Figure 9. Trephine biopsy shows epithelioid cell granuloma with central necrosis (H&Ex100). |
Amount of assessable marrow included in the biopsy specimen is of more importance than the total length. Logically, the likelihood of lymphoma positivity should rise concomitant with the length of interpretable biopsy specimen and examination of serial deeper sections. However, in our study no diagnostic gain was achieved above a length of 20 mm, with maximum percentage positivity (68.9%) obtained in biopsies 17-20 mm long. Trephine biopsies ≥17mm had significantly higher lymphoma positivity as compared to those of ≤16mm. The National Cancer Institute has recommended a trephine length of ≥20mm for NHL staging. [11] Campbell et al has supported this recommendation and emphasized the role of examining multiple sections. [12] Bain suggested a minimum trephine length of 16 mm, based on the findings of Bishop set al. in which a plateau was achieved in the rate of detection of metastatic tumour after trephine length exceeded 16 mm. [30,31] We found preprocessing trephine biopsy 17-20 mm long, along with examination of multiple deeper sections optimal for detection of lymphoma infiltration. There are few limitations of our study. We did not evaluate the role of flow cytometry and touch imprint cytology in our study, both of which can increase the diagnostic accuracy. There were many subgroups in our study, some of which had small sample size. This is because we did not focus on any single disease, rather prospectively included all the patients presenting to us over a period of one year.
Conclusion
Bone marrow aspirate is a simple and rapid alternative to biopsy, and has high specificity and positive predictive value. Aspirate is especially useful for acute leukemia, multiple myeloma, nutritional anemia, immune thrombocytopenias and other diffuse marrow disorders, where sensitivity and NPV are also equally good.
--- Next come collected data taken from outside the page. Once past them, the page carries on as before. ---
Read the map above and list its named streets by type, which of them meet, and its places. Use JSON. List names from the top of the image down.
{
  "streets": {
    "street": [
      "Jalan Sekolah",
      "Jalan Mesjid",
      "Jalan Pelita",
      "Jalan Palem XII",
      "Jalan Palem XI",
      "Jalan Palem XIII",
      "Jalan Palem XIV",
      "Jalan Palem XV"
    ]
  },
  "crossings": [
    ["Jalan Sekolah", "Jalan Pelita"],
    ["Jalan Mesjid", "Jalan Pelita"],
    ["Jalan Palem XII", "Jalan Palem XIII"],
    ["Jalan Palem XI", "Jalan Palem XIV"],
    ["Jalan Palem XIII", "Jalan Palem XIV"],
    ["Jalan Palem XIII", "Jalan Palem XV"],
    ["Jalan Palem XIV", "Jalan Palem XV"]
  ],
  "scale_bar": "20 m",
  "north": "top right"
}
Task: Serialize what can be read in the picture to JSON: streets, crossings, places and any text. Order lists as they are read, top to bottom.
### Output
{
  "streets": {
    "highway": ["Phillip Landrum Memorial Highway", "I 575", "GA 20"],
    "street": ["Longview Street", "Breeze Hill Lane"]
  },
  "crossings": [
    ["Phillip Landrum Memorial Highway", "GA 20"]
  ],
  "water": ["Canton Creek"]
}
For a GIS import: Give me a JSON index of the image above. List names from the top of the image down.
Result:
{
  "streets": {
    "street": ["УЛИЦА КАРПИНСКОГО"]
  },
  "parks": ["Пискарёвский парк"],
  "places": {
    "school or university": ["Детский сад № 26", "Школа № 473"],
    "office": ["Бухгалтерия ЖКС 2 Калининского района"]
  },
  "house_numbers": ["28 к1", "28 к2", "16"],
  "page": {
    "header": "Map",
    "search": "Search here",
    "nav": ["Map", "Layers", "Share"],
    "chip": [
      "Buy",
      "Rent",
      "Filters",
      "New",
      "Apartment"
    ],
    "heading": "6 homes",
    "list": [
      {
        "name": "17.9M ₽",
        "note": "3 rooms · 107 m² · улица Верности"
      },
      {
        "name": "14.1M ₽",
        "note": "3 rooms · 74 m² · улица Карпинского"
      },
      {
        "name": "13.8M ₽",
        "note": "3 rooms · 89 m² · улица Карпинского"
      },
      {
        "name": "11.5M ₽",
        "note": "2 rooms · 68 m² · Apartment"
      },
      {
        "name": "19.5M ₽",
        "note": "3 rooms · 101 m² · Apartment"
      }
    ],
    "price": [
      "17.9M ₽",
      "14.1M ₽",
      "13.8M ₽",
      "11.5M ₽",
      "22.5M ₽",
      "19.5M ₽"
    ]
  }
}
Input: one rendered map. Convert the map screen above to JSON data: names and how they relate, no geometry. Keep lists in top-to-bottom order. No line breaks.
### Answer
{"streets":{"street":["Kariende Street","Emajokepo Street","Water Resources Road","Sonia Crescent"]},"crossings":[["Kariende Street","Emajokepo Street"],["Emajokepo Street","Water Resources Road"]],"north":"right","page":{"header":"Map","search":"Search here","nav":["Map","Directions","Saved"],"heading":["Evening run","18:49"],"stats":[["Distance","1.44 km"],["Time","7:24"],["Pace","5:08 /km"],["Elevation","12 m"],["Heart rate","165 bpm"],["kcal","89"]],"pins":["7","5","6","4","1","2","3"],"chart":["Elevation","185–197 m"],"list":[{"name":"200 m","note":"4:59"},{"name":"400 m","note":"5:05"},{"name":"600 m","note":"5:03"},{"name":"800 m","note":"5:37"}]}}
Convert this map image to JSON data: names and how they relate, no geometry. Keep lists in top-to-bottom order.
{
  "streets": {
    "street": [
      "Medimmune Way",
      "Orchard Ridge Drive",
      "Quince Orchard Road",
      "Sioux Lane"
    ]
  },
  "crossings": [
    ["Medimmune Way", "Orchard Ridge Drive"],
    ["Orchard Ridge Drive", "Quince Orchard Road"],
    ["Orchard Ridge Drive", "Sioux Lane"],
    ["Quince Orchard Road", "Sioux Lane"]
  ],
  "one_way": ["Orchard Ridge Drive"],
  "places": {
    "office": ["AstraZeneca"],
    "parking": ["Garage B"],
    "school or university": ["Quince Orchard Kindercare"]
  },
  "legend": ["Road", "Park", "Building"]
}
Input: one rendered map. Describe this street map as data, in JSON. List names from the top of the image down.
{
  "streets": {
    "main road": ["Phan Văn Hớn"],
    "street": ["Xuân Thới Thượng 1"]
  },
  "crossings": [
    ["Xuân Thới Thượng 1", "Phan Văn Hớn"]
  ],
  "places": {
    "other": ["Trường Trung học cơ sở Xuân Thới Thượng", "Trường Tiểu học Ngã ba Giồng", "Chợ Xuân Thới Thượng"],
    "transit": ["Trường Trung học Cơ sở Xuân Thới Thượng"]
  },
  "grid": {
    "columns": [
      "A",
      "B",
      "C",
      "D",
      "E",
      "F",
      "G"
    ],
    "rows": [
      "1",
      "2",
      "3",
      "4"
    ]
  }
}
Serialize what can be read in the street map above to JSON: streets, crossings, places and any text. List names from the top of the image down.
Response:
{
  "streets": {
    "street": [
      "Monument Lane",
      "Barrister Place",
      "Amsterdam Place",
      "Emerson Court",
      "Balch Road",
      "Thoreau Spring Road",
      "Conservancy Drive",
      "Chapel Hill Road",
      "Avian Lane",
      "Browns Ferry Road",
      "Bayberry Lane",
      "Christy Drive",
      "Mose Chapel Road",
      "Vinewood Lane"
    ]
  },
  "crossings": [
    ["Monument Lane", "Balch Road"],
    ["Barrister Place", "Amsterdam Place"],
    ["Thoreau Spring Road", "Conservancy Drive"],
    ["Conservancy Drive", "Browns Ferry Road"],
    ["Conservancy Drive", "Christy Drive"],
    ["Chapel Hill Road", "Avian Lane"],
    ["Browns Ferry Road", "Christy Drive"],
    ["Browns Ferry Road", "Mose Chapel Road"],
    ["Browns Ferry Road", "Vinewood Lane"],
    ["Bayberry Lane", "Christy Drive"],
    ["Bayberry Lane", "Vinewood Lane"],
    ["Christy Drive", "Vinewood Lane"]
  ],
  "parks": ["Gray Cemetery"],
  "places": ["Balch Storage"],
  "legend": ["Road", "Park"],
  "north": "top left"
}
Aspirate has a very limited role as far as Hodgkin lymphoma, granulomatous myelitis, aplastic anemia and myelofibrosis are concerned, making biopsy mandatory. In NHL, metastases and CMPNs, aspirate alone is insufficient and biopsy is complementary. Biopsy provides additional information like marrow fibrosis, pattern of marrow involvement, topographical alterations of hematopoietic cells, and postchemotherapy changes, which are prognostically useful. Trephine biopsies 17-20 mm long, examined at multiple deeper levels, had maximum proportion of lymphoma positivity and are optimal for assessing lymphoma infiltration. Biopsies longer than 20 mm don’t offer any added advantage.